Ça te fera un joli fichier log avec 2x une sortie de ps. Si tu trouve pas ce qui te bouffe ton cpu avec ça...

----------

## Fenril

Je ne dispose pas de seconde bécane qui pourrait dépanner...

J'ai tenté d'activer/désactiver certaines options de config du noyau qui me paraissaient suspicieuses puis de le recompiler, sans succès... Je désespère...

Le problème ne vient-il pas des 4 Go de RAM ?

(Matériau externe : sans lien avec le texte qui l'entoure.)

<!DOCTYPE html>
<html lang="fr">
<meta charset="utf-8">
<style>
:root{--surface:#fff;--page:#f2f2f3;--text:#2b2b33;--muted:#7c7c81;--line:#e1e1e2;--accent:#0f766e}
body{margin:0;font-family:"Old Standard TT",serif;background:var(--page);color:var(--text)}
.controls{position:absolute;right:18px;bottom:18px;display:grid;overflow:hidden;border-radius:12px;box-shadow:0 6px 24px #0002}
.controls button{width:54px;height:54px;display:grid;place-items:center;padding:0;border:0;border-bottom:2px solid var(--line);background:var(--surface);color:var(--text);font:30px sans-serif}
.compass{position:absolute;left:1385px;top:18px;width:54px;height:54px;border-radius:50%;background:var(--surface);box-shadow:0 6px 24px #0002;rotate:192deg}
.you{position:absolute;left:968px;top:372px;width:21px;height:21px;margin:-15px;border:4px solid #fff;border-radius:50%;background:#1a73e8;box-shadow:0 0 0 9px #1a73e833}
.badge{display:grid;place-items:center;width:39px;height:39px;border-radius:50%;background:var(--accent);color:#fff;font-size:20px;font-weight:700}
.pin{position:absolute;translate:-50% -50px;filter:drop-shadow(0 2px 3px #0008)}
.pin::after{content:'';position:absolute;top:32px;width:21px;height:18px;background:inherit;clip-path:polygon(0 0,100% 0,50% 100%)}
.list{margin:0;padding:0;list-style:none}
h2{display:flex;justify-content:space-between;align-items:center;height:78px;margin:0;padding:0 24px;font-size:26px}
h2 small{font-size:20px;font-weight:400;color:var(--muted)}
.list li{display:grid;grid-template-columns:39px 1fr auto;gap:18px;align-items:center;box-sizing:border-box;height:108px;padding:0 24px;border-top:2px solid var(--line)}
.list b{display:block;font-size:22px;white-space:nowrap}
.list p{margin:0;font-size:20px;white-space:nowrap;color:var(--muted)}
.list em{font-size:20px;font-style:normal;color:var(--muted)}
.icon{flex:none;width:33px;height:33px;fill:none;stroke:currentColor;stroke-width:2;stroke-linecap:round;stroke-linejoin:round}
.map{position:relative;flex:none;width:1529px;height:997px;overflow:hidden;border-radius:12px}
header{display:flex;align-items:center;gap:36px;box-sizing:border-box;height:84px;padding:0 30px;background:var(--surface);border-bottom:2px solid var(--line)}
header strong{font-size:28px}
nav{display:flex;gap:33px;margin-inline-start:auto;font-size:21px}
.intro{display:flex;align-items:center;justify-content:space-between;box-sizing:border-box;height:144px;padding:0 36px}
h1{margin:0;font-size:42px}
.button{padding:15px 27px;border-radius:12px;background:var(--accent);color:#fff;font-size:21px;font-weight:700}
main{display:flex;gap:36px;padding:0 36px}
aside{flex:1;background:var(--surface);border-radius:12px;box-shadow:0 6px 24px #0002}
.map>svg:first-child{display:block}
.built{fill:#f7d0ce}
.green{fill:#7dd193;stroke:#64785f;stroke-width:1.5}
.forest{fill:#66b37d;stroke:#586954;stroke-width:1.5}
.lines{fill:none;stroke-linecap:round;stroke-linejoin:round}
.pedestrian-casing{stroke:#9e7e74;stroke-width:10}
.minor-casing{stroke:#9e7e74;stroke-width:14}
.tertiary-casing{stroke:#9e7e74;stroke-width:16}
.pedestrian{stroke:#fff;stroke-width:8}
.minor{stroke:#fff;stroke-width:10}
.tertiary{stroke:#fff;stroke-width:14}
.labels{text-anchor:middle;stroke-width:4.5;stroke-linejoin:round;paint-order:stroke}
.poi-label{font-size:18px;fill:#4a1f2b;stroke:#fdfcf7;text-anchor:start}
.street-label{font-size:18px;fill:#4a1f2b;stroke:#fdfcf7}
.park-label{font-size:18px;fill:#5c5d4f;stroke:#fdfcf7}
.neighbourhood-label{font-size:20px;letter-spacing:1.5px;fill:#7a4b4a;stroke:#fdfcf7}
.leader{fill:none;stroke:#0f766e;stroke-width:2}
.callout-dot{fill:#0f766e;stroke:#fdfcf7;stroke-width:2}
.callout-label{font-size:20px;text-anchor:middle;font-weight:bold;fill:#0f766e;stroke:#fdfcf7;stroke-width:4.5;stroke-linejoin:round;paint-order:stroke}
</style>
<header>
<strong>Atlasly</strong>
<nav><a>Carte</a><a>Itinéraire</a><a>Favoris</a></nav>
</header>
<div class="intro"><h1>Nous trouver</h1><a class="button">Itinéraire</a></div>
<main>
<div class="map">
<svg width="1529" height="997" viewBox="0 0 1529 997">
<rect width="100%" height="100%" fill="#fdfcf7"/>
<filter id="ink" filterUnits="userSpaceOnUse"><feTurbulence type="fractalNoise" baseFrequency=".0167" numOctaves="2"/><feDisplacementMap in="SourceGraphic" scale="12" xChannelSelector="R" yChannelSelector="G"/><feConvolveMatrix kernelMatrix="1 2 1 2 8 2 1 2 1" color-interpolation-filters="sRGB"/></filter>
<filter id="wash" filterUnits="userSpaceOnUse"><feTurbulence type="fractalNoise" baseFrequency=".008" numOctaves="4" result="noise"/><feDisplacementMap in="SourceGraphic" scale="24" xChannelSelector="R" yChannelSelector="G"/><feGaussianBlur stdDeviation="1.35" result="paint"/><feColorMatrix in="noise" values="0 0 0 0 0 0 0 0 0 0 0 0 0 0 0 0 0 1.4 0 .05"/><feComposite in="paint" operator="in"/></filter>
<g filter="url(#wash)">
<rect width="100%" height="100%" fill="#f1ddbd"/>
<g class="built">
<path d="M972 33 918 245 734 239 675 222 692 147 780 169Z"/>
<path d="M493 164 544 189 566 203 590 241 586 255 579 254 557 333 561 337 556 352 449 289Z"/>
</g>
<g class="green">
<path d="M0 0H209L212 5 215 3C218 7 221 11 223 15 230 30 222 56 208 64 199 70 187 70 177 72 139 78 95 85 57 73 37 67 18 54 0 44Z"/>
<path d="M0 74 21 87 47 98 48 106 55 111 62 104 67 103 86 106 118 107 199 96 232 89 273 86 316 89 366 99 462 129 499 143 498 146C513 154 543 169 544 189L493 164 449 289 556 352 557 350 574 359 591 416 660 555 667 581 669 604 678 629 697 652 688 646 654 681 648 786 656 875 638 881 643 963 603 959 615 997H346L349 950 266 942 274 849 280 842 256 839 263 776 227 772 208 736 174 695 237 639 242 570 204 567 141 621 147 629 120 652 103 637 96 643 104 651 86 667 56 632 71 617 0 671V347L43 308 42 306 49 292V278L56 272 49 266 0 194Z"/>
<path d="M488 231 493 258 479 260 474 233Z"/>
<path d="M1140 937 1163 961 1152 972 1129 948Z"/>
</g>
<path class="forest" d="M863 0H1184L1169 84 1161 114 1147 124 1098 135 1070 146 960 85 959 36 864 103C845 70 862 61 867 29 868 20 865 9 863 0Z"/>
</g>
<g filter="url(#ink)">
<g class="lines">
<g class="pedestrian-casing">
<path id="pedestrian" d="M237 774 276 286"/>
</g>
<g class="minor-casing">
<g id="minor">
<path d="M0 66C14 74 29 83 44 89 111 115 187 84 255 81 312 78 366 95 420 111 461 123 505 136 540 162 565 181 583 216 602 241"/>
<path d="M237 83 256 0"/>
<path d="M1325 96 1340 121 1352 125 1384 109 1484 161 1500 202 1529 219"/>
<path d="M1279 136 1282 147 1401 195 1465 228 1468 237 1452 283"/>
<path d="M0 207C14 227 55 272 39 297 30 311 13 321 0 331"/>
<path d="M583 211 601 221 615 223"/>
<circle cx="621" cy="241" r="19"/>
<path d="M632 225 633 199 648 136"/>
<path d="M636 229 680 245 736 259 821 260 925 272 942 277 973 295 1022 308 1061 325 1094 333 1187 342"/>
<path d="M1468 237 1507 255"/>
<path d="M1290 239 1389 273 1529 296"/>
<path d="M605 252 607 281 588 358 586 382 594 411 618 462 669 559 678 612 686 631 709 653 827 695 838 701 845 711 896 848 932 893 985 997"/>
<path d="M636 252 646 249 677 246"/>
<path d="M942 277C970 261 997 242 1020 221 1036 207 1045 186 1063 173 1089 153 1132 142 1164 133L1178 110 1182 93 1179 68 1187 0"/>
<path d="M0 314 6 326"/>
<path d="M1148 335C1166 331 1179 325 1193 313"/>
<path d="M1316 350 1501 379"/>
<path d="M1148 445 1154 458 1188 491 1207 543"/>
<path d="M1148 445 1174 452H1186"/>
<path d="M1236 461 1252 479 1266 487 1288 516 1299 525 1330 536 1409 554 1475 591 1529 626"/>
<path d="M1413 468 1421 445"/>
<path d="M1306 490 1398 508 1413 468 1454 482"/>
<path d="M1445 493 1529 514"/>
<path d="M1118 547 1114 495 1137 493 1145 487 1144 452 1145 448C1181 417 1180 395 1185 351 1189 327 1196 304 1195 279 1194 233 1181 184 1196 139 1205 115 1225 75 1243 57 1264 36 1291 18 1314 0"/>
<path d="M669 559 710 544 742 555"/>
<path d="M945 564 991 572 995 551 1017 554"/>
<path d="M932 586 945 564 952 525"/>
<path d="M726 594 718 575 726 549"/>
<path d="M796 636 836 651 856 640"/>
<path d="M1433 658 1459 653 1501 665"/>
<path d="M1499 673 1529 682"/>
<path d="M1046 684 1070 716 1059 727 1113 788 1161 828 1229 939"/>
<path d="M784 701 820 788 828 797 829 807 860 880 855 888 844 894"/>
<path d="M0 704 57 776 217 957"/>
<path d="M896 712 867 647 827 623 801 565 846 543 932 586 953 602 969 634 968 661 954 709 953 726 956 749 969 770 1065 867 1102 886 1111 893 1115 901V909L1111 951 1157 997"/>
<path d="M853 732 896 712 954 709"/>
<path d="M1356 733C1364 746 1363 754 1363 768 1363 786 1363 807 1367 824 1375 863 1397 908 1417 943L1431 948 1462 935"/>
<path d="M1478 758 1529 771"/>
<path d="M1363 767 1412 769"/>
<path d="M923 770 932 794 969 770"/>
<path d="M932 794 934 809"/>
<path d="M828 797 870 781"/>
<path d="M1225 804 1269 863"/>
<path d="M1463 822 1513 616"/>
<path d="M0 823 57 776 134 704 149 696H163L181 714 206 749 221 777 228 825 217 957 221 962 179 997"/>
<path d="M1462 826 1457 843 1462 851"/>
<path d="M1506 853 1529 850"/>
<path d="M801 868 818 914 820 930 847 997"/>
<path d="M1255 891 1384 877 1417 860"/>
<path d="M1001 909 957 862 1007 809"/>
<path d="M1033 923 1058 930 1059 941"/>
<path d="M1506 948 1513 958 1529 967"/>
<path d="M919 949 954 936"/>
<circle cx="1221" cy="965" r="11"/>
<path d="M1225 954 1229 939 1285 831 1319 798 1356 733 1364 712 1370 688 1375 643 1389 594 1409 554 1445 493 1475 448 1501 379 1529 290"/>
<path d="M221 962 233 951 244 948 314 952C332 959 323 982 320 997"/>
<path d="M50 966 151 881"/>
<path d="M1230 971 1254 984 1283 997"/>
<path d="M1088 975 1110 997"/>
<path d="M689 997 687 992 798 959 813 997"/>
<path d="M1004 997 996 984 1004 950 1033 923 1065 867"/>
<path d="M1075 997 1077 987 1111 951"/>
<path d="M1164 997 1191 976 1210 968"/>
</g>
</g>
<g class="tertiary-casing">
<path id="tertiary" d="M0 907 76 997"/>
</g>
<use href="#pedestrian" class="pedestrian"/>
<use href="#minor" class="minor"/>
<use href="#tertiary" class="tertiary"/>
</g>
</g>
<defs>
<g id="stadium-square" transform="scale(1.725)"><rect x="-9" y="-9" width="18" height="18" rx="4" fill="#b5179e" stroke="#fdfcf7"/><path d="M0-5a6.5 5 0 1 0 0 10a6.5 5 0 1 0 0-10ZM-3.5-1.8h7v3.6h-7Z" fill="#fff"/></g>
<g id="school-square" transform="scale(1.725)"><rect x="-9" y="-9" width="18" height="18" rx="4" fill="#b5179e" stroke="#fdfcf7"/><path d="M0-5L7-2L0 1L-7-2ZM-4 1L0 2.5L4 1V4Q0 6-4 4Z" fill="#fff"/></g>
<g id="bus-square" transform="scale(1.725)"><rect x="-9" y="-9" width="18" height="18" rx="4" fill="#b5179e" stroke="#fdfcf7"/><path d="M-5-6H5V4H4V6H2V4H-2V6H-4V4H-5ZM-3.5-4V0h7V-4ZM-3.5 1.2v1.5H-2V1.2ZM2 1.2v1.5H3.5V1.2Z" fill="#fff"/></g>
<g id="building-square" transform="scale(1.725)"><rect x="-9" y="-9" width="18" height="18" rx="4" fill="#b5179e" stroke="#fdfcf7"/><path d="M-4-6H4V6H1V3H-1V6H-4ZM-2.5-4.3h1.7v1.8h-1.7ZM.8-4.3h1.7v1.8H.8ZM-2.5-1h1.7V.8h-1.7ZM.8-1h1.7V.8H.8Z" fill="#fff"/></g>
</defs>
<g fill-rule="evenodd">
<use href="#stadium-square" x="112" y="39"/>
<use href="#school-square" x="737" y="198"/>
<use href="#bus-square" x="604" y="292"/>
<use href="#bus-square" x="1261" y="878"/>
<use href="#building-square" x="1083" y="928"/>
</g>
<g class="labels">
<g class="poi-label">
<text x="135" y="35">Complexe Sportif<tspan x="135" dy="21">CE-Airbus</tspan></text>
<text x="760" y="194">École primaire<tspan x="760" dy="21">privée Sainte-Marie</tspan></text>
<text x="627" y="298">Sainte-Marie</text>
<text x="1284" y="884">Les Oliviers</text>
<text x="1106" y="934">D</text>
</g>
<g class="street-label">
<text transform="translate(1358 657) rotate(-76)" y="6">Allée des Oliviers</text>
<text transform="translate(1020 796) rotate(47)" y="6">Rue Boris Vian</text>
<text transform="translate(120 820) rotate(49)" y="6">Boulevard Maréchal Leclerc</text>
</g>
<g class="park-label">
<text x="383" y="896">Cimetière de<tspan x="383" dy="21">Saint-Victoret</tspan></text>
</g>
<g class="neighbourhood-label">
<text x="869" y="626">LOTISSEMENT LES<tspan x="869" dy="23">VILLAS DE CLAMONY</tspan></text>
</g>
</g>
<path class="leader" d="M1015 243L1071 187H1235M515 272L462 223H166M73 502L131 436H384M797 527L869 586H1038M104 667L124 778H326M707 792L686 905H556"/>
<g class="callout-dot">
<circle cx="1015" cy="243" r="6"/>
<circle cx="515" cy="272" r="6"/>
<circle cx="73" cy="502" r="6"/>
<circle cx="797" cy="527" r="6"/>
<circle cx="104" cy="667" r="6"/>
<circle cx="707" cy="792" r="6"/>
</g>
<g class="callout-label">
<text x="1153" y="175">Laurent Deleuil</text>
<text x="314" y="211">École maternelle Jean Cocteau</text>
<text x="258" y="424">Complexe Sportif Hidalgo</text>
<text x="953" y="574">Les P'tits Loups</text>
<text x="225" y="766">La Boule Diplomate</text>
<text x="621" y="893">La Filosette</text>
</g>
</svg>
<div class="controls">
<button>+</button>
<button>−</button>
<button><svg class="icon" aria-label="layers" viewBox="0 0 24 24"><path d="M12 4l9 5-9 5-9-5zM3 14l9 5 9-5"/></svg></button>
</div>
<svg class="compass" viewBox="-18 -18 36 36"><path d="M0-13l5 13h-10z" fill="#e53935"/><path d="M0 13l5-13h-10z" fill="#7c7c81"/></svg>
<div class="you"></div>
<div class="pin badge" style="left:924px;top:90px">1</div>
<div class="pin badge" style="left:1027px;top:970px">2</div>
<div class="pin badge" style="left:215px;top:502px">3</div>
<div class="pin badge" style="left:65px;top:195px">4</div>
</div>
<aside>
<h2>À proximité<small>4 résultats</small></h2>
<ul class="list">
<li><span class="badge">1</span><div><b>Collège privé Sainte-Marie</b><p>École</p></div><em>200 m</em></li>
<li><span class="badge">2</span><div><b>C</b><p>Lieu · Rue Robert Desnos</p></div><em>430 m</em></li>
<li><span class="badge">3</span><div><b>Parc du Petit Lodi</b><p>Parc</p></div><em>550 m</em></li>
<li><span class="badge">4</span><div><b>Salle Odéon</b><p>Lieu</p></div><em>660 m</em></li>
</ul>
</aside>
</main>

Edit : bon, j'arrive à lancer xfce4, mais c'est extreêêêêêêmement lent, j'ai fait un top dans un terminal, résultat, c'est X qui bouffe le CPU à 100%, pas d'autres précisions.

----------

## Fenril

Arf, finalement résolu... Le problème, c'était bien les drivers 180.xx, j'ai masqué cette version, je suis en 173.xx... Comme quoi ma première intuition était la bonne, merci nVidia...

Avis aux amateurs, je récapitule :

- Si vous êtes en Gentoo AMD64 avec au moins 4 Go de RAM

- Si vous avez une GeForce 6600GT en AGP

 ===> EVITEZ LES 180.xx !!!!! (et forcez-vous de sourire aux monsieurs de nvidia, je sais c'est dur)

Topic en résolu.

----------